Published online Apr 28, 2013. doi: 10.3748/wjg.v19.i16.2543
Revised: February 19, 2013
Accepted: March 15, 2013
Published online: April 28, 2013
Processing time: 191 Days and 13 Hours
AIM: To evaluate the significance of computed tomography (CT) findings in relation to liver chemistry and the clinical course of acute hepatitis.
METHODS: Four hundred and twelve patients with acute hepatitis who underwent enhanced CT scanning were enrolled retrospectively. Imaging findings were analyzed for the following variables: gallbladder wall thickness (GWT), arterial heterogeneity, periportal tracking, number and maximum size of lymph nodes, presence of ascites, and size of spleen. The serum levels of alanine aminotransferase, alkaline phosphatase, bilirubin, albumin, and prothrombin time were measured on the day of admission and CT scan, and laboratory data were evaluated every 2-4 d for all subjects during hospitalization.
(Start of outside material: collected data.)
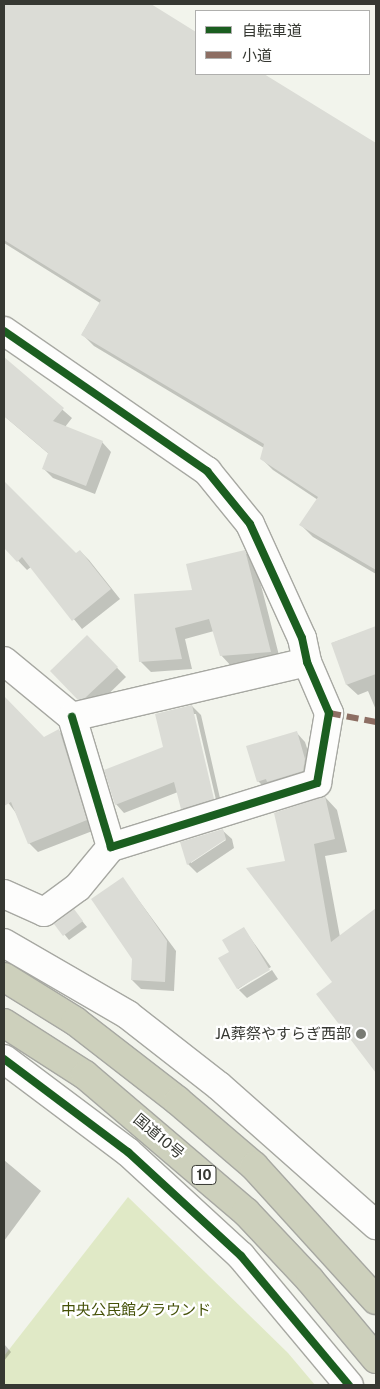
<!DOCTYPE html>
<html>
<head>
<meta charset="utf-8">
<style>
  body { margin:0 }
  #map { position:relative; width:380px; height:1389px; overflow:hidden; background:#f2f4ec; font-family:"Public Sans","Noto Sans JP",sans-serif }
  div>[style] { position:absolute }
  .green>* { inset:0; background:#e0e9c6 }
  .shadow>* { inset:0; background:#0003 }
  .building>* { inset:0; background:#dbdcd6 }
  .roads { filter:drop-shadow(1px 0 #a7a8a2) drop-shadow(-1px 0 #a7a8a2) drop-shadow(0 1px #a7a8a2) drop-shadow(0 -1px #a7a8a2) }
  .minor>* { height:28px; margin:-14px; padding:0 14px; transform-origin:14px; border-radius:14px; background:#fdfdfc }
  .highway>* { height:28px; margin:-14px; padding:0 14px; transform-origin:14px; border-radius:14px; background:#cdd0bc }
  .quiet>* { height:6px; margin-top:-3px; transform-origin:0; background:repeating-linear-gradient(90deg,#8d6e63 0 12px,transparent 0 18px) }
  .cycleway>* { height:8px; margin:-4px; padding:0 4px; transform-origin:4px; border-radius:4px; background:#1b5e20 }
  .dots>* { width:14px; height:14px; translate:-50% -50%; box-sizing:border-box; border:2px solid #fff; border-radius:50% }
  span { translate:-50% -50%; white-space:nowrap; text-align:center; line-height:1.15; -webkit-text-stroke:4.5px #fff; paint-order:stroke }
  .shield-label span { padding:1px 4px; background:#fff; border:1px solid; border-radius:4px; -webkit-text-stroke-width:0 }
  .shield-label { font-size:14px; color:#363832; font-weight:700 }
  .poi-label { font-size:15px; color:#363832 }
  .right { translate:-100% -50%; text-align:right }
  .street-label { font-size:15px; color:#363832 }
  .park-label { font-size:15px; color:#455108 }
  .frame { position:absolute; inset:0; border:5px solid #363832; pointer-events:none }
  .legend { position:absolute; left:195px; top:10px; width:175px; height:65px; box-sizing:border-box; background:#fff; border:1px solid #afafad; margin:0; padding:6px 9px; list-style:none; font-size:15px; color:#363832 }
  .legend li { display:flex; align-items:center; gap:10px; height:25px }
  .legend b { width:25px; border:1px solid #afafad }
</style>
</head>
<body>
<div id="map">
  <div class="green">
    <i style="clip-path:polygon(128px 1197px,288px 1353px,315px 1385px,4px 1385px,4px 1356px)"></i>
  </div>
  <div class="shadow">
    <i style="clip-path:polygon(4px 4px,149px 4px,196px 33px,196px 74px,262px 74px,376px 144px,376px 574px,313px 537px,301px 525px,318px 500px,273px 470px,261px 458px,264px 448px,94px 346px,82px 334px,100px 303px,4px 243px)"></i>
    <i style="clip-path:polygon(4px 359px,72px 418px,65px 427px,102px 442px,111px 452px,95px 494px,53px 478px,43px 468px,49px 454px,4px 416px)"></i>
    <i style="clip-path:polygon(9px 488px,76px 555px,80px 551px,89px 560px,120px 599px,82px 629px,31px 567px,27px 570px,4px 546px,4px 493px)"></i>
    <i style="clip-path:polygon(244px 551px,255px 562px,281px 663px,232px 667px,221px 655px,214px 631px,185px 639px,192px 669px,151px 672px,140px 661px,194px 591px)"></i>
    <i style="clip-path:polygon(376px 627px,376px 710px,368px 691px,358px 695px,347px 685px,332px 643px)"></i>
    <i style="clip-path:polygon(87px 637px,126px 677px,95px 707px,88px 708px,51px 671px)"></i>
    <i style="clip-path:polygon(4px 699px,43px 738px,59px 731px,68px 740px,95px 830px,38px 852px,29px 843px,16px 813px,4px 797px,4px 757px,17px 751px,4px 737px)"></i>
    <i style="clip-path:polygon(evenodd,192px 706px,201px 715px,222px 807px,190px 817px,182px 808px,178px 792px,124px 813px,116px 804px,164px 748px,192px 706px,193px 714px,196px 714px,217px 804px,214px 805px,193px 714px)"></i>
    <i style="clip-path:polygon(296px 732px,305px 742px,314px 769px,267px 790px,258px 781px)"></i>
    <i style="clip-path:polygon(325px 797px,337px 810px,347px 852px,325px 856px,340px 937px,376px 909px,376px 1071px,318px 994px,333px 983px,286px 862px)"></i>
    <i style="clip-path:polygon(evenodd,222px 830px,232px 839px,234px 848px,197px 873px,188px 864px,182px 843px,222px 830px,224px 838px,226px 840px,191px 863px,191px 860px,224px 838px)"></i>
    <i style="clip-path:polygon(123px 879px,176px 951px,174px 991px,141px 989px,132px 980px,133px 959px)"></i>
    <i style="clip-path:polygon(74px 911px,87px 927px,69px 940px,56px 924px)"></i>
    <i style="clip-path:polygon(244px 929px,271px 967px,238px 989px,231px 952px)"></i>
    <i style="clip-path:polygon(272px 970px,278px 979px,247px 998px,239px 990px)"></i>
    <i style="clip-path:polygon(4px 1160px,41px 1191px,4px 1241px)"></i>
    <i style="clip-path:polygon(4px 1344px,11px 1352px,4px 1361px)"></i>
  </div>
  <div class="building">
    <i style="clip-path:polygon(4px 4px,151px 4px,196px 32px,196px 74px,264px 74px,376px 143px,376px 570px,299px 525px,318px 497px,260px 459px,264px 444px,81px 335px,101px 300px,4px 240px)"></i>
    <i style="clip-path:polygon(4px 357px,64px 408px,53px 421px,103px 441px,86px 486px,42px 469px,48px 453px,4px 416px)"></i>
    <i style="clip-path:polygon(4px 481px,76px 553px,80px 550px,111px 589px,72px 621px,22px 557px,17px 562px,4px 548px)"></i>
    <i style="clip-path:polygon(245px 550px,271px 652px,220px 656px,209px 619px,175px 628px,182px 659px,139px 662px,134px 594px,192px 590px,186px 564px)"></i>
    <i style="clip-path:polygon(376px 626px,376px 674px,346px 685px,331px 643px)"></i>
    <i style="clip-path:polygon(87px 635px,118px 667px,85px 698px,78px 700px,50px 671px)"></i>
    <i style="clip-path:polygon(4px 696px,44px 737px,59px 729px,87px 820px,28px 844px,11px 802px,4px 806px)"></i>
    <i style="clip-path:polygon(192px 705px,214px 799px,181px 809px,174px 782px,115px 805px,104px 770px,163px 747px,155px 714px)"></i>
    <i style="clip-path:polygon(297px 731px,305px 759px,303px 771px,267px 782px,266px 779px,257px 782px,246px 746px)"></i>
    <i style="clip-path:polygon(325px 796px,335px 839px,314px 844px,331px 942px,376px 908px,376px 1073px,316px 994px,332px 982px,246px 868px,285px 861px,274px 813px)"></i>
    <i style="clip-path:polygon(223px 829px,226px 839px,187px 865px,180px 842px)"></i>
    <i style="clip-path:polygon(123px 877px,167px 941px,165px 982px,131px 980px,132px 959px,91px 899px)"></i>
    <i style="clip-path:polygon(74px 909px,83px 921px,63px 936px,54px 924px)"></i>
    <i style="clip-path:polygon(244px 927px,270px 970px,237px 989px,218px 958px,229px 952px,222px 940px)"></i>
  </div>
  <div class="roads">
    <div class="minor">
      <i style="left:4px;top:331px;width:247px;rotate:34.6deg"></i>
      <i style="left:207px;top:471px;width:68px;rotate:50.9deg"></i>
      <i style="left:250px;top:524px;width:125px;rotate:65.5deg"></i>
      <i style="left:302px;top:638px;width:25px;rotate:78deg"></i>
      <i style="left:307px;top:662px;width:56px;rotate:66.7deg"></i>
      <i style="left:329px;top:713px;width:71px;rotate:99.7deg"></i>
      <i style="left:317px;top:783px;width:216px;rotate:162.7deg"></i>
      <i style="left:111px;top:847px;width:136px;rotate:-106.7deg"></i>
      <i style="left:4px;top:661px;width:88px;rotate:39.5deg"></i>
      <i style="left:72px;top:717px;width:241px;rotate:-13.2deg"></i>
      <i style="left:4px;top:894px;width:44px;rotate:24.2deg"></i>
      <i style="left:44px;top:912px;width:42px;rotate:-36.3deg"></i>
      <i style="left:78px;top:887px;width:52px;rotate:-50.5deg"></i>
      <i style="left:4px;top:943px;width:143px;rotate:30.1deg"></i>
      <i style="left:128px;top:1015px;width:115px;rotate:38deg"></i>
      <i style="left:219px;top:1086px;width:210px;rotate:41.5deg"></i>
      <i style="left:4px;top:1059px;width:155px;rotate:36.9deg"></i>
      <i style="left:128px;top:1152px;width:154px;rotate:42.6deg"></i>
      <i style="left:241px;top:1256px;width:168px;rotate:50.1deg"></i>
    </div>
    <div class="highway">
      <i style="left:4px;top:977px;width:84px;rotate:31.8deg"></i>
      <i style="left:75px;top:1021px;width:130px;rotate:37.8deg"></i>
      <i style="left:178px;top:1101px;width:100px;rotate:40.5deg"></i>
      <i style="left:254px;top:1166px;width:181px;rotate:47.7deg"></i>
      <i style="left:4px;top:1023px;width:96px;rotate:32.7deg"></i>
      <i style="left:85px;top:1075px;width:211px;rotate:40.4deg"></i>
      <i style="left:246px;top:1212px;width:93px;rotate:46.7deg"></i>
      <i style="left:310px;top:1280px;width:103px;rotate:50.1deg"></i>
    </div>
  </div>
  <div class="quiet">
    <i style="left:329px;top:713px;width:48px;rotate:10.8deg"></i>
  </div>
  <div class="cycleway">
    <i style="left:4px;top:331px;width:247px;rotate:34.6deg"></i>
    <i style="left:207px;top:471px;width:68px;rotate:50.9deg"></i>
    <i style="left:250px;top:524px;width:125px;rotate:65.5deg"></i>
    <i style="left:302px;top:638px;width:25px;rotate:78deg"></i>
    <i style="left:307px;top:662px;width:56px;rotate:66.7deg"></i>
    <i style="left:329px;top:713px;width:71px;rotate:99.7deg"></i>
    <i style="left:317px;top:783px;width:216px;rotate:162.7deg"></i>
    <i style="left:111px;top:847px;width:136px;rotate:-106.7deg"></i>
    <i style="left:4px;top:1059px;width:155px;rotate:36.9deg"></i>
    <i style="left:128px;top:1152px;width:154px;rotate:42.6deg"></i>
    <i style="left:241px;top:1256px;width:168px;rotate:50.1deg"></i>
  </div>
  <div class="dots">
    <i style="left:361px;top:1034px;background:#787a73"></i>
  </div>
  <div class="shield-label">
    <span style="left:204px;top:1175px">10</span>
  </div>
  <div class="poi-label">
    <span class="right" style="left:351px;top:1034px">JA葬祭やすらぎ西部</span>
  </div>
  <div class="street-label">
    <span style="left:159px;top:1136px;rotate:40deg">国道10号</span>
  </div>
  <div class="park-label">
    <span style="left:136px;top:1310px">中央公民館グラウンド</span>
  </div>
  <div class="frame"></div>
  <ul class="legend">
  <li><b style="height:6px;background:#1b5e20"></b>自転車道</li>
  <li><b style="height:6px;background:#8d6e63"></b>小道</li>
  </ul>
</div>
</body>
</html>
RESULTS: The mean age of patients was 34.4 years, and the most common cause of hepatitis was hepatitis A virus (77.4%). The mean GWT was 5.2 mm. The number of patients who had findings of arterial heterogeneity, periportal tracking, lymph node enlargement > 7 mm, and ascites was 294 (80.1%), 348 (84.7%), 346 (84.5%), and 56 (13.6%), respectively. On multivariate logistic regression, male gender [odds ratio (OR) = 2.569, 95%CI: 1.477-4.469, P = 0.001], toxic hepatitis (OR = 3.531, 95%CI: 1.444-8.635, P = 0.006), level of albumin (OR = 2.154, 95%CI: 1.279-3.629, P = 0.004), and GWT (OR = 1.061, 95%CI: 1.015-1.110, P = 0.009) were independent predictive factors for severe hepatitis. The level of bilirubin (OR = 1.628, 95%CI: 1.331-1.991, P < 0.001) and GWT (OR = 1.172, 95%CI: 1.024-1.342, P = 0.021) were independent factors for prolonged cholestasis in multivariate analysis.
CONCLUSION: In patients with acute hepatitis, GWT on CT scan was an independent predictor of severe hepatitis and prolonged cholestasis.
Core tip: Previous studies on the correlation between imaging and laboratory findings in acute hepatitis have shown conflicting results. This study revealed a correlation between abdominal computed tomography findings and liver biochemical parameters. In particular, gallbladder wall thickness (GWT) was the only independent imaging finding that predicts severe hepatitis and prolonged cholestasis. The results of this study suggest that GWT measurement, which is a relatively easy and objective procedure, is helpful to predict severe acute hepatitis or prolonged cholestasis.